US industrial giant General Electric (GE) resorted to tax optimization in France between 2015 and 2020, allowing it to transfer up to 800 million euros of profit abroad, according to information published on Sunday May 29, by the investigative site Disclose.
These practices concern the French gas turbine entity of GE in Belfort, where he was sued by employees in December 2021 who precisely denounced his tax optimization scheme. These employees had filed a complaint for “fraud on the right to employee participation”.
Since the takeover of the Belfort turbine plant from Alstom in 2015, the American multinational would have caused 800 million euros in profits to escape to Switzerland and the American state of Delaware, i.e. a shortfall of between 150 and 300 million. for the French tax authorities, according to the balance sheets of the factory and the audits consulted by Disclose.

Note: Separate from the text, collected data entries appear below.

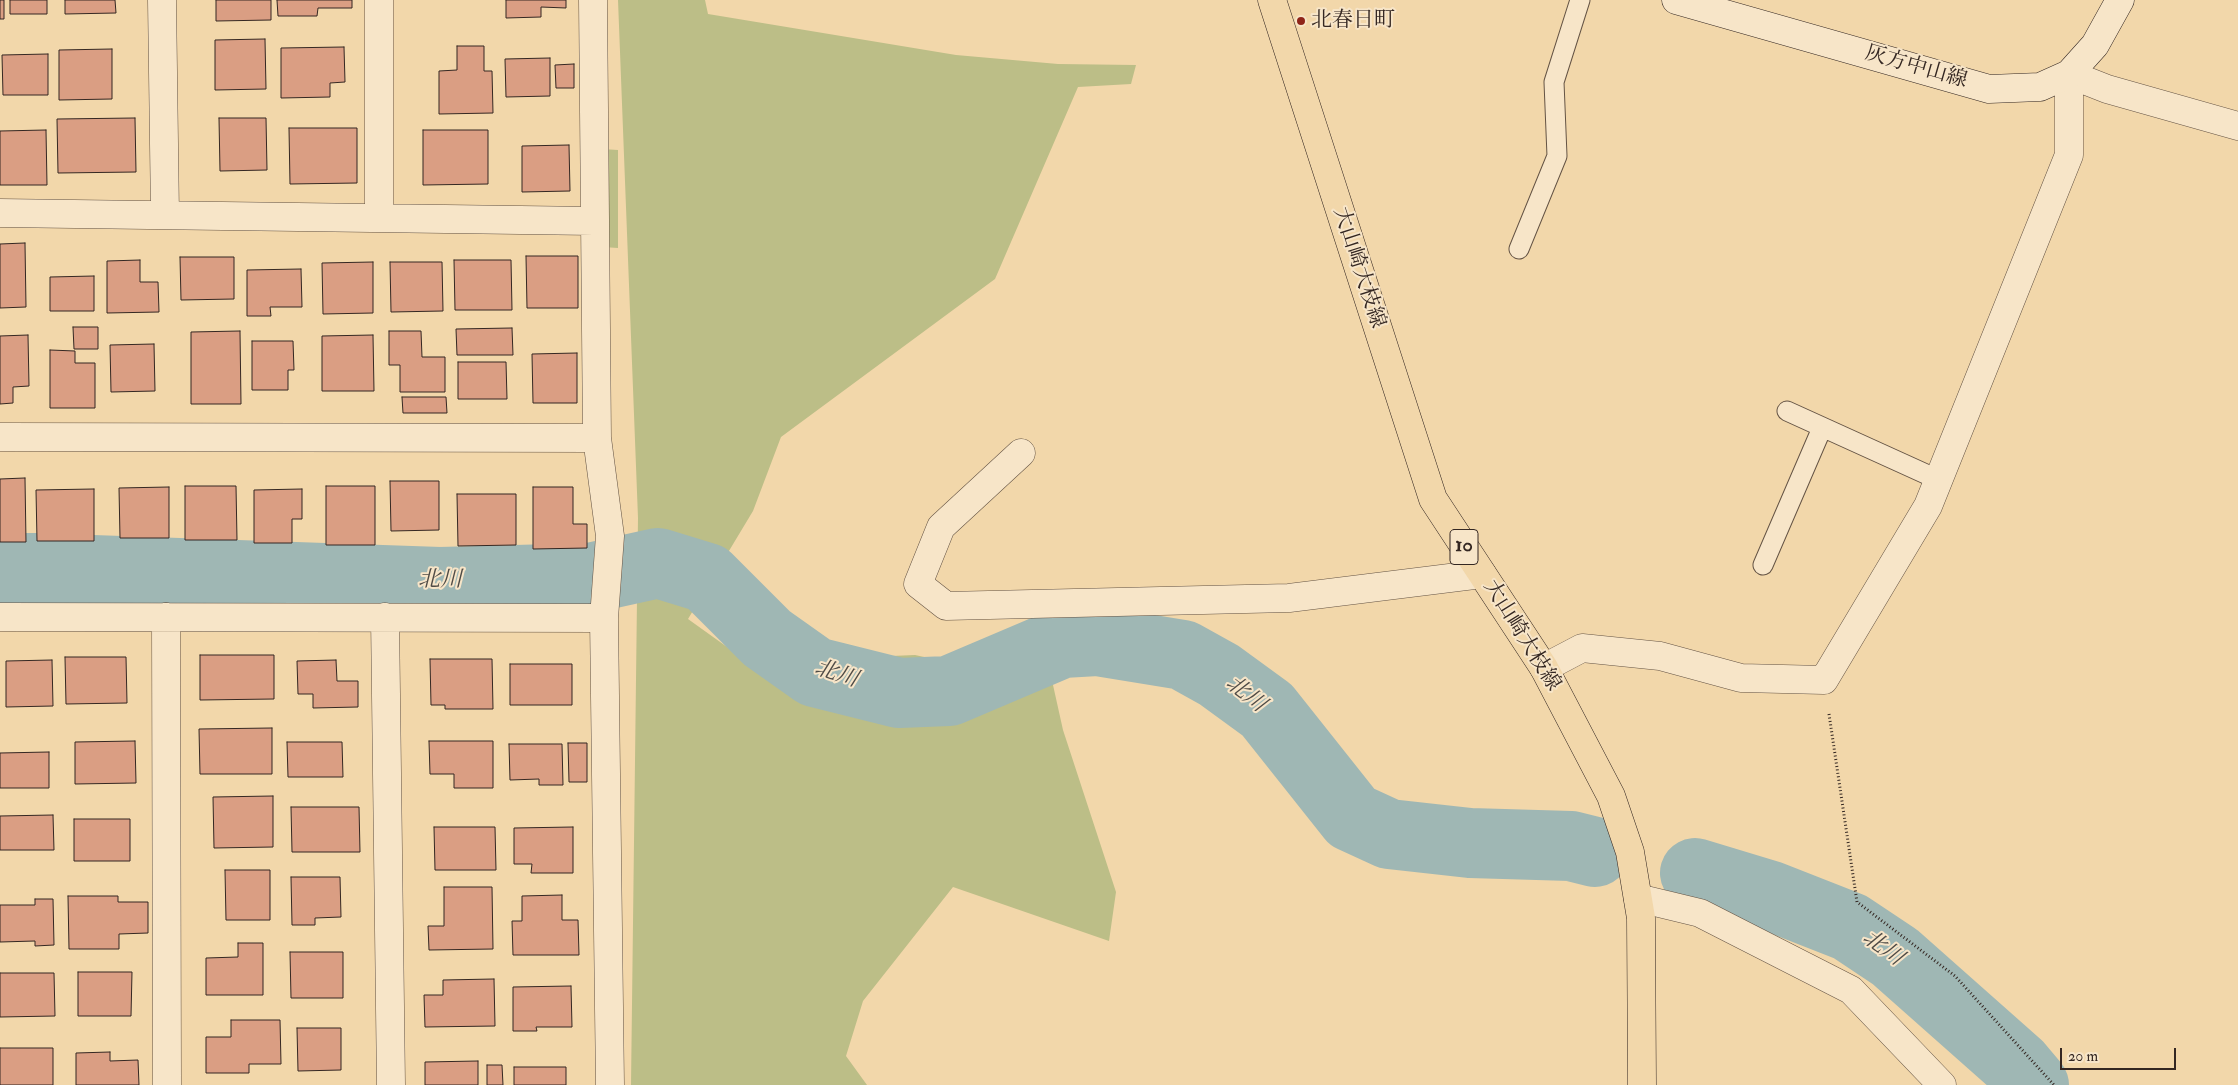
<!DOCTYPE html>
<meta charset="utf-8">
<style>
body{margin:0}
#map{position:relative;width:2238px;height:1085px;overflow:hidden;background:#f2d7aa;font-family:"IM FELL Double Pica",serif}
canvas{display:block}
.scale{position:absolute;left:2060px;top:1048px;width:116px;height:22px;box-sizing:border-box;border:2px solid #342722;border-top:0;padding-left:6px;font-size:15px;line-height:18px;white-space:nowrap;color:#342722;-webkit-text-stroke:4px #f7e5c8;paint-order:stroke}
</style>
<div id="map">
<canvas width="2238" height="1085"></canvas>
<div class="scale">20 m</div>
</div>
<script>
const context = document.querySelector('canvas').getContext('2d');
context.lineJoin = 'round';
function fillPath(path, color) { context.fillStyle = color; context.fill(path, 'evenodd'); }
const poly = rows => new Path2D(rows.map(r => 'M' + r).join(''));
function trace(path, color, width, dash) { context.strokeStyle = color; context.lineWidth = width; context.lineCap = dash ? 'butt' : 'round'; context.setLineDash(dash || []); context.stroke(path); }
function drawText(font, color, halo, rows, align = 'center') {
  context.font = font + ' "IM FELL Double Pica","Noto Serif JP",serif'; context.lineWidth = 4; context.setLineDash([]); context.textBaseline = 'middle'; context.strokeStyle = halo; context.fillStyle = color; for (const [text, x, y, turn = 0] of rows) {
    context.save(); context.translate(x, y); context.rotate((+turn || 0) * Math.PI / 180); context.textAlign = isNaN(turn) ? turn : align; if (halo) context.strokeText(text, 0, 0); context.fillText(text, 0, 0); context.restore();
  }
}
fillPath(poly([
 [618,0,705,0,708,14,956,55,1058,64,1136,65,1131,84,1078,87,995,279,781,437,753,511,688,619,748,662,915,655,1053,685,1063,730,1116,892,1109,941,953,887,863,1001,846,1056,867,1085,631,1085,638,518],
 [586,148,618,150,618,248,587,246]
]), '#bcbe87');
trace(poly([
 [0,568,34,568,440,582,590,578,658,563,707,578,767,638,815,672,899,693,949,691,1062,643,1097,641,1183,655,1219,675,1267,710,1352,817,1389,834,1470,843,1571,846,1595,852],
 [1695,873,1771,896,1850,927,1895,957,2018,1066,2034,1085]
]), '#9fb7b4', 70);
const building = poly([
 [0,0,4,0,4,19,0,19,0,0],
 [10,0,47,0,47,14,10,14,10,0],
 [65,0,115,0,116,13,65,14,65,0],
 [216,0,271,0,271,20,216,21,216,0],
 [277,0,352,0,352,8,318,8,317,16,278,16,277,0],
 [506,0,566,0,566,8,541,7,541,17,506,18,506,0],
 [265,39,266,89,215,90,215,40,265,39],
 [457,46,484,46,484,71,492,71,493,113,439,114,439,71,457,70,457,46],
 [344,47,345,82,330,83,330,97,281,98,281,48,344,47],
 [112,49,112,99,59,100,59,50,112,49],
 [48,54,48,95,3,95,2,55,48,54],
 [550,58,550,96,506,97,505,59,550,58],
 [574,64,574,88,556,88,555,65,574,64],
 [135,118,136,172,58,173,57,119,135,118],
 [219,118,266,118,267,170,220,171,219,118],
 [289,128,357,128,357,183,290,184,289,128],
 [46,130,47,185,0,185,0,131,46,130],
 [423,130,488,130,488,184,423,185,423,130],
 [569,145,570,191,522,192,522,146,569,145],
 [25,243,26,307,0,308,0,244,25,243],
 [526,256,578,256,578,308,527,308,526,256],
 [180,257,234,257,234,299,181,300,180,257],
 [140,260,140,282,158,282,159,312,107,313,107,261,140,260],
 [454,260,511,260,512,310,455,310,454,260],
 [373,262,373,313,323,314,322,263,373,262],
 [390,262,442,262,443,311,391,312,390,262],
 [301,269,302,307,270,307,271,316,247,316,247,270,301,269],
 [94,276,94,311,50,311,50,277,94,276],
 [73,327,98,327,98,349,74,349,73,327],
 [512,328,513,355,457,355,456,329,512,328],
 [240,331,241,404,191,404,191,332,240,331],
 [389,331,421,331,422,357,445,357,445,392,400,392,400,365,389,365,389,331],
 [28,335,29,386,13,387,13,403,0,404,0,336,28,335],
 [373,335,374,391,322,391,322,336,373,335],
 [252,341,293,341,294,370,288,370,288,390,252,390,252,341],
 [154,344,155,391,111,392,110,345,154,344],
 [50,350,75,351,75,363,95,363,95,408,50,408,50,350],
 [577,353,577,403,533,403,532,354,577,353],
 [458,362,506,362,507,399,458,399,458,362],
 [402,397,446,397,447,413,403,413,402,397],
 [25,478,26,542,0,542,0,479,25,478],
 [390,481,439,481,439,530,391,531,390,481],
 [185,486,236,486,237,540,185,540,185,486],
 [326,486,375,486,375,545,326,545,326,486],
 [169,487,169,538,120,538,119,488,169,487],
 [533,487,573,487,573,524,587,524,587,548,533,549,533,487],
 [94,489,94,541,37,541,36,490,94,489],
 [302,489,302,519,292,519,292,543,254,543,254,490,302,489],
 [457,494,516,494,516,545,458,546,457,494],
 [200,655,274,655,274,699,200,700,200,655],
 [65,657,126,657,127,703,66,704,65,657],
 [430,659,492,659,493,709,445,709,445,705,431,705,430,659],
 [52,660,53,706,6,707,6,661,52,660],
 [336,660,337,681,358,681,358,707,313,708,313,694,298,694,297,661,336,660],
 [510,664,572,664,572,705,510,705,510,664],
 [272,728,272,774,200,774,199,729,272,728],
 [135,741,136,783,75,784,75,742,135,741],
 [429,741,493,741,493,788,454,788,454,774,430,774,429,741],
 [287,742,342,742,343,777,288,777,287,742],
 [568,743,587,743,587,782,569,782,568,743],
 [509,744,562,744,563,785,539,785,539,779,510,780,509,744],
 [49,752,49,788,0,788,0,753,49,752],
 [273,796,273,847,214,848,213,797,273,796],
 [291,807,359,807,360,852,292,852,291,807],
 [53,815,54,850,0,850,0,816,53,815],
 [74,819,130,819,130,861,74,861,74,819],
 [434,827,495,827,496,870,435,870,434,827],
 [573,827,573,873,531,873,532,864,514,864,514,828,573,827],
 [225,870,270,870,270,920,226,920,225,870],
 [291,877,340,877,341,917,315,918,315,925,292,925,291,877],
 [444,887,492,887,493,949,429,950,428,926,444,926,444,887],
 [562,895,562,920,578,920,579,955,513,955,512,921,522,921,522,896,562,895],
 [68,896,118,896,118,902,148,902,148,933,119,934,119,949,69,949,68,896],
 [35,899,53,899,54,945,35,946,35,941,0,942,0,905,35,905,35,899],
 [238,943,263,943,263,995,206,995,206,958,238,957,238,943],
 [290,952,343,952,343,998,291,998,290,952],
 [78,972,132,972,131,1016,78,1016,78,972],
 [0,973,54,973,55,1016,0,1017,0,973],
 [494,979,495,1026,425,1027,424,995,443,995,443,980,494,979],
 [571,986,572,1027,536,1027,537,1031,513,1031,513,987,571,986],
 [231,1020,280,1020,281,1064,249,1064,249,1073,206,1073,206,1037,231,1037,231,1020],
 [297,1028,341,1028,341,1070,298,1071,297,1028],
 [0,1048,53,1048,53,1085,0,1085,0,1048],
 [110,1052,110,1061,138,1060,139,1085,76,1085,76,1053,110,1052],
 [478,1061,478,1085,425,1085,425,1062,478,1061],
 [487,1065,502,1065,503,1085,487,1085,487,1065],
 [514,1067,566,1067,566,1085,514,1085,514,1067]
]);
fillPath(building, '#da9e83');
trace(building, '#342722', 1);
const service = poly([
 [1519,249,1557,156,1554,82,1580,0],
 [1787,411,1939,480],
 [1763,565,1822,428]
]);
const minor = poly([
 [162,0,165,215],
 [593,0,597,438,610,536,604,618,610,1085],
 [0,213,594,221],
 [379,218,379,0],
 [0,437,597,438],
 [1021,453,941,527,918,584,946,606,1289,598,1482,574],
 [0,617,604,618],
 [166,617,167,1085],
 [385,617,391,1085],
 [1544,668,1582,648,1660,656,1741,678,1824,680,1928,506,2069,155,2069,74,2107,89,2238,126],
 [1638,898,1700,913,1851,990,1942,1085]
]);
const secondary = poly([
 [1676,0,1989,89,2040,87,2069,74,2095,45,2120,0]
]);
const primary = poly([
 [1272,0,1433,499,1544,668,1611,796,1630,852,1641,918,1642,1085]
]);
trace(service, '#645344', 21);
trace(minor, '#645344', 29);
trace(secondary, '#342722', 29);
trace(primary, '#342722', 29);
trace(poly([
 [1829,714,1857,902,1955,976,2054,1085]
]), '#342722', 3, [1, 2.5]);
trace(service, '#f7e5c8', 19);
trace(minor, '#f7e5c8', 28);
trace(secondary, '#f7e5c8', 28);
trace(primary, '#f2d7aa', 28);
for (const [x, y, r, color] of [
 [1301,21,5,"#8f2418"]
]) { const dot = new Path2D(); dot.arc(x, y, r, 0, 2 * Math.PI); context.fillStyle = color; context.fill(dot); trace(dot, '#f7e5c8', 2); }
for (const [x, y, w] of [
 [1464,547,28]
]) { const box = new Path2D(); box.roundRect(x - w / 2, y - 17.5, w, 35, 4); context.fillStyle = '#f7e5c8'; context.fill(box); trace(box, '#342722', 1); }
drawText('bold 20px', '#342722', null, [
 ["10",1464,547]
]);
drawText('21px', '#342722', '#f7e5c8', [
 ["北春日町",1311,21]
], 'left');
drawText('21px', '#342722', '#f7e5c8', [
 ["灰方中山線",1916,68,16],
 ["大山崎大枝線",1358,268,72],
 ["大山崎大枝線",1521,636,58]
]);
drawText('italic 22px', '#4f4b46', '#f7e5c8', [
 ["北川",440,581],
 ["北川",836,675,18],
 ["北川",1245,695,38],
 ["北川",1882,949,36]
]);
</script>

According to this financial package, the Belfort plant was a “contract manufacturing unit” or ” service provider “ of GE’s Swiss subsidiaries, which handle the sales and make most of the profits. The power plant turbine factory also paid royalties to its US parent company for the use of its brand and technologies.
No tax audit
Bercy would have previously validated the tax scheme, according to a protocol of ” trust “ with the tax administration, specifies Disclose. According to this procedure set up by the Ministry of Finance in 2013 with a handful of companies, including GE, the company prepares its tax plan upstream with the tax authorities, which undertakes not to launch an audit.

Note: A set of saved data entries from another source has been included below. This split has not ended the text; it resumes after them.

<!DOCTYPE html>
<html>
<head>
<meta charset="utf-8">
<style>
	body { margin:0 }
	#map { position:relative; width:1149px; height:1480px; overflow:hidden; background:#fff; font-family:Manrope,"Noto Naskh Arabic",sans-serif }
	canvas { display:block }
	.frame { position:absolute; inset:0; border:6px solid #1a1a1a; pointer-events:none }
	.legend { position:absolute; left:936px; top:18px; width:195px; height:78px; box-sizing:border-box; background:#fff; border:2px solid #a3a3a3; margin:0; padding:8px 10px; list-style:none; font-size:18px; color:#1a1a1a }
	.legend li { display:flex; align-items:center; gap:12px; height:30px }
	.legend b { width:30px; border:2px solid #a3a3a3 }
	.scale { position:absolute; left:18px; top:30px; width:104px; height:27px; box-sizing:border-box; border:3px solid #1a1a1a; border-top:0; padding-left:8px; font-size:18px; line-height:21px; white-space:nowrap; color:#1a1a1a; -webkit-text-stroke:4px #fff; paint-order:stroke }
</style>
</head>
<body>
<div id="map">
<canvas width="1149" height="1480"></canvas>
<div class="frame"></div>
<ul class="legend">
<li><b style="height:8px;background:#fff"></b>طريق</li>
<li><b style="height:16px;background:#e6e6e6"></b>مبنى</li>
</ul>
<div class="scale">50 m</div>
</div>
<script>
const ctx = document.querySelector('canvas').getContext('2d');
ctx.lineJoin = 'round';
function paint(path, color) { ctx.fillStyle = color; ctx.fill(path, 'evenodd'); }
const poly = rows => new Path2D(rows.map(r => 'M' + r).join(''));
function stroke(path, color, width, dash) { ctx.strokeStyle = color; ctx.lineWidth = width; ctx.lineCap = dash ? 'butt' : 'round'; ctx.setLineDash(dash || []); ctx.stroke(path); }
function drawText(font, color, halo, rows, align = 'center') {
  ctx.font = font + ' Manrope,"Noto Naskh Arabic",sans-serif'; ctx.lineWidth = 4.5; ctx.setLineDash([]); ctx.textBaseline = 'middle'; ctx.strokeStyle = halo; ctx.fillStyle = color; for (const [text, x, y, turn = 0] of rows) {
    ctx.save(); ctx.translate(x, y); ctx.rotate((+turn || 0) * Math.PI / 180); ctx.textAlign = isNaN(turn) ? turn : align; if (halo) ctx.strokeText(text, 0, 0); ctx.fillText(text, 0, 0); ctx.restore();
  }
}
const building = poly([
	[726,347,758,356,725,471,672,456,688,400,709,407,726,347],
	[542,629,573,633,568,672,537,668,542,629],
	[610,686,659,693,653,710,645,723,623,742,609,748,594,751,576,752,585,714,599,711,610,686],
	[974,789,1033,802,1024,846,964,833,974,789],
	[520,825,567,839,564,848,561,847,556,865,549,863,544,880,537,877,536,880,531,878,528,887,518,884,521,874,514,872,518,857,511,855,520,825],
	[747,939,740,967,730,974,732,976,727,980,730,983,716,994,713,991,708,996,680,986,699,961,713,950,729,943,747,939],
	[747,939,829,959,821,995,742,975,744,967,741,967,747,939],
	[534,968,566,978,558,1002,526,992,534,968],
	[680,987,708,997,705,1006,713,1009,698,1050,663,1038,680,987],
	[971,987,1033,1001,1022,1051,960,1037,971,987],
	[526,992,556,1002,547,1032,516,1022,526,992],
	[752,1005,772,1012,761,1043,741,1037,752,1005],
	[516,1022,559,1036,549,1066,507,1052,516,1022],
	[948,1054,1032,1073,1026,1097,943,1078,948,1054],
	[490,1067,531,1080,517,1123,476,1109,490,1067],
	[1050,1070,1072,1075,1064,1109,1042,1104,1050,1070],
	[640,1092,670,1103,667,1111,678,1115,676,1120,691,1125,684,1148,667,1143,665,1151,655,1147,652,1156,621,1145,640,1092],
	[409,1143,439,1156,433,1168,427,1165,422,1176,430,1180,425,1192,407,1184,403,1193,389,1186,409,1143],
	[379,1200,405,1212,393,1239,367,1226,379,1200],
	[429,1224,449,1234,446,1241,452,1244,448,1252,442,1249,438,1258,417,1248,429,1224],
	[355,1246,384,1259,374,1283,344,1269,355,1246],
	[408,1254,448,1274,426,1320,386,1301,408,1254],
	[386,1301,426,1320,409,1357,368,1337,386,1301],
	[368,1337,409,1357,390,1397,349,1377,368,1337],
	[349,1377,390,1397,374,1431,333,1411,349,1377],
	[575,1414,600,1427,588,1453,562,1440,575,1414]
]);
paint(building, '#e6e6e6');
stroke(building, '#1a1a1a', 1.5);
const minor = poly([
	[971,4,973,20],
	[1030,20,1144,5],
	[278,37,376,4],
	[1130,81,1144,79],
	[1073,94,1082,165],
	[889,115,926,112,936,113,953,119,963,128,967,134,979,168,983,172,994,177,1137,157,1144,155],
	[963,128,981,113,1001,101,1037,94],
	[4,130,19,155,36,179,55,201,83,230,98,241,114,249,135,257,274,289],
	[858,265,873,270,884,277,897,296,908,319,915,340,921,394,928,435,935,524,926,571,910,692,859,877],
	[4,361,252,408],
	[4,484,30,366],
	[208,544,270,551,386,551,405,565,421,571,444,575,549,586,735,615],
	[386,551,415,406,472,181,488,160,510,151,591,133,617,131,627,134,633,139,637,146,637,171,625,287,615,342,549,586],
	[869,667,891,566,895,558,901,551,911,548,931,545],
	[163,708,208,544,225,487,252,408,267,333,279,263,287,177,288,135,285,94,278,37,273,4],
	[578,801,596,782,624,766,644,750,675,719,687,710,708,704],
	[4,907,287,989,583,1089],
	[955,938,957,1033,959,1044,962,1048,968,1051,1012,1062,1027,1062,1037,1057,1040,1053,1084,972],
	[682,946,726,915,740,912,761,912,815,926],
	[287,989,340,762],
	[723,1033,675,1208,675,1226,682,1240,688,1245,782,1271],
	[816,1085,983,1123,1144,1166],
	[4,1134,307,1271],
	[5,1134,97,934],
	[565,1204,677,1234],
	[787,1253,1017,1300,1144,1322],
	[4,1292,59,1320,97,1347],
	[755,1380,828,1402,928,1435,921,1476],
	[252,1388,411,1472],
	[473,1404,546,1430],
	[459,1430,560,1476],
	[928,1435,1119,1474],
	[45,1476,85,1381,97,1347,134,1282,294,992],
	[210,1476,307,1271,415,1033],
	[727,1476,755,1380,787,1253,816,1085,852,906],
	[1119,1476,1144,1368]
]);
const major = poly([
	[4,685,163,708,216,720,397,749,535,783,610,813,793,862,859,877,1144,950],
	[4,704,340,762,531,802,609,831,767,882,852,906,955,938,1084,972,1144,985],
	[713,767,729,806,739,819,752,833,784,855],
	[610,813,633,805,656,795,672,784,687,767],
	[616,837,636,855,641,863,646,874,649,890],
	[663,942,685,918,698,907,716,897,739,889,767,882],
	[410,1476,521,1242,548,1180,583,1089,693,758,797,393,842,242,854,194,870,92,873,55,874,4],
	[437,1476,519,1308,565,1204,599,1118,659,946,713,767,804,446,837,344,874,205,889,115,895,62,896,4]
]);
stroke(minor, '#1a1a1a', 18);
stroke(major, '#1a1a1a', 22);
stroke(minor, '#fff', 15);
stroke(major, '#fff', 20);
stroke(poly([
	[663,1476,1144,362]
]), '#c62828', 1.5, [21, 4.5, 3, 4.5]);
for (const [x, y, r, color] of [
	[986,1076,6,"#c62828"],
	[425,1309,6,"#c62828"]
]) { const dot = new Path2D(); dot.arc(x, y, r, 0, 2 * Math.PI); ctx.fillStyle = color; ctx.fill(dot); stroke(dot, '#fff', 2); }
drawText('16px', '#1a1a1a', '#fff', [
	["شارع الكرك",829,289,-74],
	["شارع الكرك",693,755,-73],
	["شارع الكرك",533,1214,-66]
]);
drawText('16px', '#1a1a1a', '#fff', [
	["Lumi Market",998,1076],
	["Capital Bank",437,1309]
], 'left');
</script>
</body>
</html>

“GE respects the tax rules of the countries in which the company operates”replied, Sunday, a spokesperson for the industrialist. “All companies that operate and manufacture in multiple countries have a transfer pricing policy to ensure that all inter-company transactions are at an arm’s length price. [c’est-à-dire à des prix qui s’appliqueraient aux transactions entre parties non liées] »he continued.
In their summons filed in December 2021, the Sud Industrie union and the Social and Economic Committee (CSE) of GE accused the company of having reduced the tax result of the Belfort gas turbines entity (GE EPF) by the transfer of wealth to subsidiaries abroad, where taxation is more advantageous. They are calling for a catch-up in participation over the period 2015-2020.
The CSE estimated at around one billion euros the amount of profits located in tax havens to the detriment of GE EPF in recent years. EDF has since announced the purchase of part of the site’s activities for 1.2 billion dollars.